Core Specifications Comparison
| Parameter | NEO-M8N | NEO-M9N |
|---|---|---|
| GNSS Systems | GPS+GLONASS+Galileo+BeiDou (concurrent 3) | GPS+GLONASS+Galileo+BeiDou (concurrent 4) |
| Frequency Bands | L1 only | L1 only (M9N-00) / L1+L5 (M9N-10) |
| Navigation Rate | 10 Hz (GPS only) / 5 Hz (multi) | 25 Hz (single) / 10 Hz (multi) |
| Horizontal Accuracy (CEP) | 2.5 m | 1.5 m |
| TTFF (cold) | 26 s | 24 s |
| TTFF (hot) | 1 s | 1 s |
| Tracking Sensitivity | –167 dBm | –167 dBm |
| Supply Current (acq) | 67 mA | 54 mA |
| Interface | UART / SPI / I2C / USB | UART / SPI / I2C |
| Form Factor | 12.2 × 16.0 mm | 12.2 × 16.0 mm |
| Price (approx.) | $18–25 (module) | $28–42 (module) |
The Update Rate Difference: Why 25 Hz Matters
The NEO-M9N's 25 Hz navigation rate (versus M8N's 10 Hz in single-GNSS mode) is a significant advantage for high-speed autonomous missions. Consider:
- At 15 m/s (54 km/h), 10 Hz GPS gives position updates every 1.5 m traveled
- At 25 Hz, position updates every 0.6 m — 2.5× finer resolution of the trajectory
- For waypoint tracking and obstacle avoidance, this translates to tighter path following in wind and during course corrections
- ArduPilot and PX4 both leverage the higher rate for improved EKF (Extended Kalman Filter) performance
Multi-GNSS Performance: Satellite Count Matters
The M9N's ability to track 4 constellations simultaneously (vs M8N's 3) translates directly to visible satellite count. In urban environments or near tree lines where sky view is partially obstructed:
| Environment | M8N Avg Satellites | M9N Avg Satellites | M9N HDOP Improvement |
|---|---|---|---|
| Open field (clear sky) | 22–26 | 26–32 | ~15% better |
| Suburban (buildings 30°) | 14–18 | 18–24 | ~25% better |
| Urban canyon | 8–12 | 12–17 | ~35% better |
| Forest (partial canopy) | 10–14 | 14–18 | ~20% better |
When the NEO-M8N Is Still the Right Choice
Despite the M9N's advantages, the M8N remains appropriate in many applications:
- Budget builds: For a low-cost GPS-enabled racing quad needing only altitude hold and return-to-home, M8N is more than adequate.

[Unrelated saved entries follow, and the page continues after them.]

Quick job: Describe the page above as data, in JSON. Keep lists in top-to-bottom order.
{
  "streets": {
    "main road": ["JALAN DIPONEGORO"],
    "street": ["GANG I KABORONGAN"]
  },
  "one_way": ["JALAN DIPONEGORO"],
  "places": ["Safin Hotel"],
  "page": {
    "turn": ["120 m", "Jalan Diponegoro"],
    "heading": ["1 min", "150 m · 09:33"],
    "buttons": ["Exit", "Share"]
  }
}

- Existing designs: If your FC is already designed around the M8N footprint and proven firmware configuration, the upgrade cost (both monetary and engineering time) may not be justified.
- 10 Hz application limit: If your autopilot firmware limits GPS usage to 10 Hz (older ArduPilot versions, some custom firmware), the M9N's 25 Hz capability is unused.
- Supply chain simplicity: M8N has broader availability and a larger catalog of integrated module options with embedded compass and LNA.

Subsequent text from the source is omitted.